Opened 12 years ago

Closed 11 years ago

#1484 closed defect (duplicate)

NHD (ESRI) geodatabase reading problems

Reported by: rkgeorge@… Owned by: Mateusz Łoskot
Priority: normal Milestone:
Component: OGR_SF Version: 1.4.0
Severity: normal Keywords: PGeo "ESRI Geodatabase"
Cc: Jeff McKenna, springmeyer, MarkHirschi

Description (last modified by warmerdam)

The USGS NHD data is in ESRI geodatabase mdb format. Example cmd line:

ogr2ogr -f PostgreSQL PG:"user=user dbname=NHD host=localhost password=pass port=5432" NHDH0104.mdb

The above cmd line creates a set of PostGIS tables, but some of the tables' wkb_geometry fields are empty - for example NHDARea, HYDRO_NET_Junctions. The NHD shape fields appear to have type 19 for polygons and type 9 for points which are unknown types, to me. The shape object signatures appear to match PolygonM, 25, and PointM, 21, but since the types do not match measure features the Mmin, Mmax, Marray may mean something different.

thanks

Attachments (2)

CirTest.zip (118.3 KB) - added by hobu 12 years ago.
Two small .mdb's with three features each that do not return all geometries
arcmap-export.tar.gz (8.6 KB) - added by Mateusz Łoskot 12 years ago.
The cirtest23 data exported to shapefile and XML file using ESRI ArcMap? (thanks to Albert for these files)

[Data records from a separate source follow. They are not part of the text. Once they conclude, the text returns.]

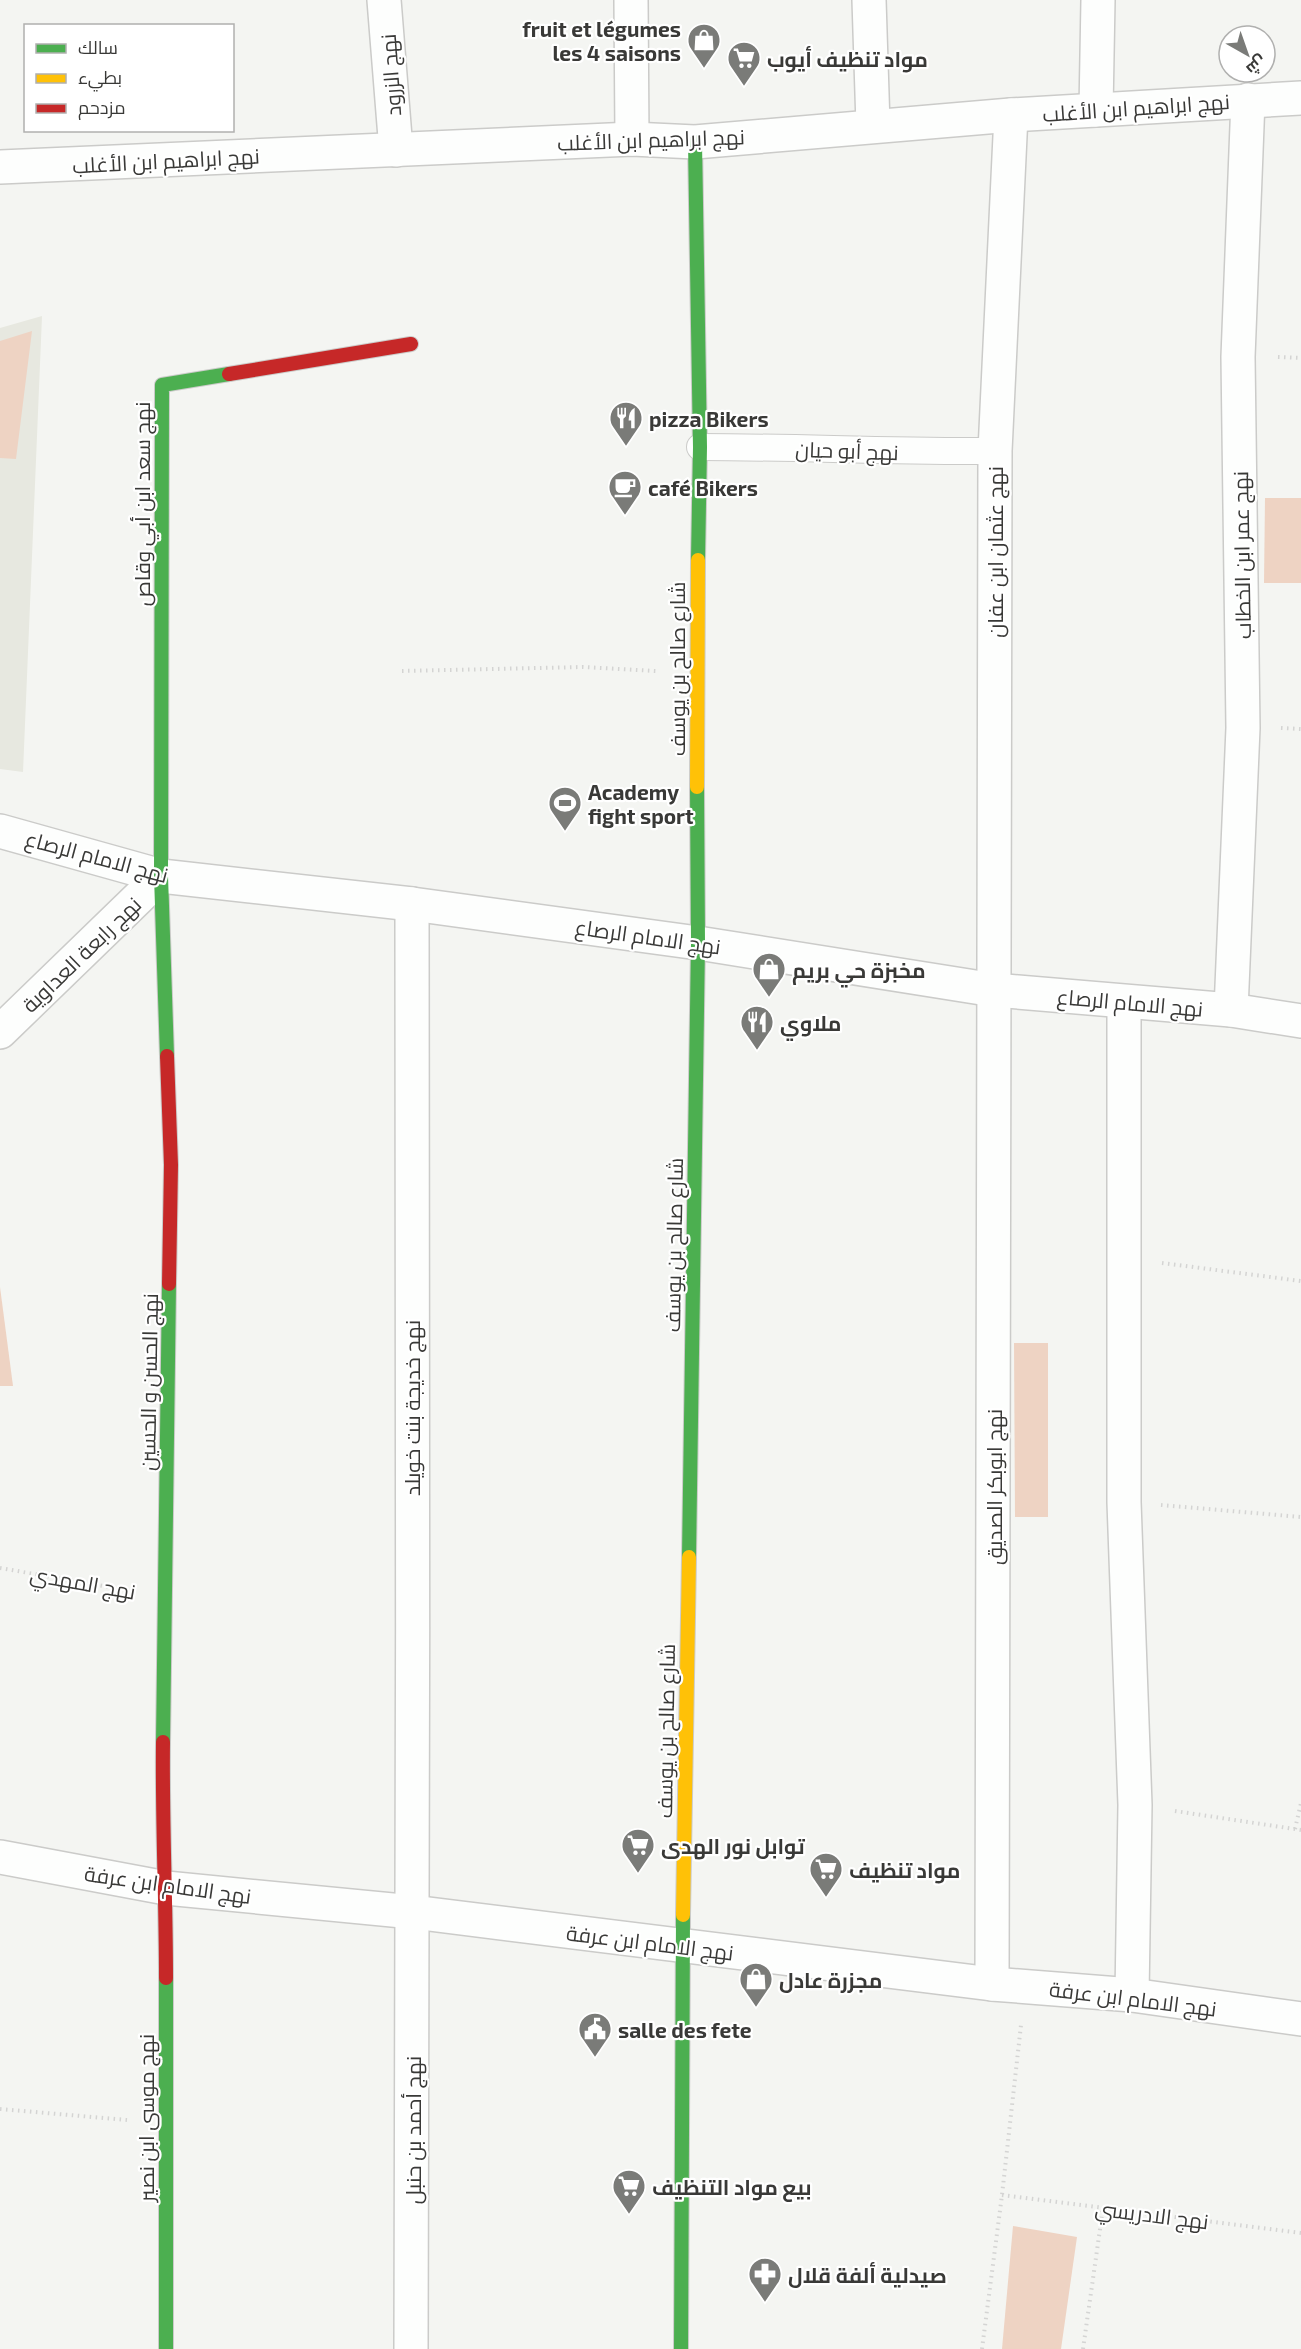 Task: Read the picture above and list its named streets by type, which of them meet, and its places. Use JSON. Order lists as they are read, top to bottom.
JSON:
{
  "streets": {
    "street": [
      "نهج الزرود",
      "نهج ابراهيم ابن الأغلب",
      "نهج سعد ابن أبي وقاص",
      "نهج عثمان ابن عفان",
      "نهج عمر ابن الخطاب",
      "شارع صالح بن يوسف",
      "نهج الامام الرصاع",
      "نهج رابعة العداوية",
      "نهج الحسن و الحسين",
      "نهج خديجة بنت خويلد",
      "نهج ابوبكر الصديق",
      "نهج الامام ابن عرفة",
      "نهج موسى ابن نصير",
      "نهج أحمد بن حنبل"
    ],
    "lane": ["نهج أبو حيان"],
    "path": ["نهج المهدي", "نهج الادريسي"]
  },
  "crossings": [
    ["نهج الزرود", "نهج ابراهيم ابن الأغلب"],
    ["نهج ابراهيم ابن الأغلب", "نهج عثمان ابن عفان"],
    ["نهج ابراهيم ابن الأغلب", "نهج عمر ابن الخطاب"],
    ["نهج ابراهيم ابن الأغلب", "شارع صالح بن يوسف"],
    ["نهج أبو حيان", "نهج عثمان ابن عفان"],
    ["نهج أبو حيان", "شارع صالح بن يوسف"],
    ["نهج سعد ابن أبي وقاص", "نهج الامام الرصاع"],
    ["نهج سعد ابن أبي وقاص", "نهج رابعة العداوية"],
    ["نهج سعد ابن أبي وقاص", "نهج الحسن و الحسين"],
    ["نهج عثمان ابن عفان", "نهج الامام الرصاع"],
    ["نهج عثمان ابن عفان", "نهج ابوبكر الصديق"],
    ["نهج عمر ابن الخطاب", "نهج الامام الرصاع"],
    ["شارع صالح بن يوسف", "نهج الامام الرصاع"],
    ["شارع صالح بن يوسف", "نهج الامام ابن عرفة"],
    ["نهج الامام الرصاع", "نهج رابعة العداوية"],
    ["نهج الامام الرصاع", "نهج الحسن و الحسين"],
    ["نهج الامام الرصاع", "نهج خديجة بنت خويلد"],
    ["نهج الامام الرصاع", "نهج ابوبكر الصديق"],
    ["نهج رابعة العداوية", "نهج الحسن و الحسين"],
    ["نهج الحسن و الحسين", "نهج المهدي"],
    ["نهج الحسن و الحسين", "نهج الامام ابن عرفة"],
    ["نهج الحسن و الحسين", "نهج موسى ابن نصير"],
    ["نهج خديجة بنت خويلد", "نهج الامام ابن عرفة"],
    ["نهج خديجة بنت خويلد", "نهج أحمد بن حنبل"],
    ["نهج ابوبكر الصديق", "نهج الامام ابن عرفة"],
    ["نهج الامام ابن عرفة", "نهج موسى ابن نصير"],
    ["نهج الامام ابن عرفة", "نهج أحمد بن حنبل"]
  ],
  "places": {
    "shop": ["fruit et légumes les 4 saisons", "مخبزة حي بريم", "مجزرة عادل"],
    "supermarket": [
      "مواد تنظيف أيوب",
      "توابل نور الهدى",
      "مواد تنظيف",
      "بيع مواد التنظيف"
    ],
    "restaurant": ["pizza Bikers", "ملاوي"],
    "cafe": ["café Bikers"],
    "sports": ["Academy fight sport"],
    "public building": ["salle des fete"],
    "pharmacy": ["صيدلية ألفة قلال"]
  },
  "legend": ["سالك", "بطيء", "مزدحم"],
  "north": "bottom right"
}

Download all attachments as: .zip

Change History (24)

comment:1 Changed 12 years ago by Mateusz Łoskot

Randy,

I can not find the NHD data set.
I tried to find some samples on the NHD Data website:
http://nhd.usgs.gov/data.html
but it seems the FTP is down:
ftp://nhdftp.usgs.gov/SubRegions/

Could you provide me with the NHDH0104.mdb file, so I can try to reproduce your problems and fix it?

Thanks

comment:2 Changed 12 years ago by Mateusz Łoskot

Frank,
I'm re-assigning this bug to myself, as it's on my TODO list.

comment:3 Changed 12 years ago by Mateusz Łoskot

Description: modified (diff)
Status: newassigned

Frank, I have a few considerations about NHD database support in the OGR that I'd like to discuss before I start fixing it.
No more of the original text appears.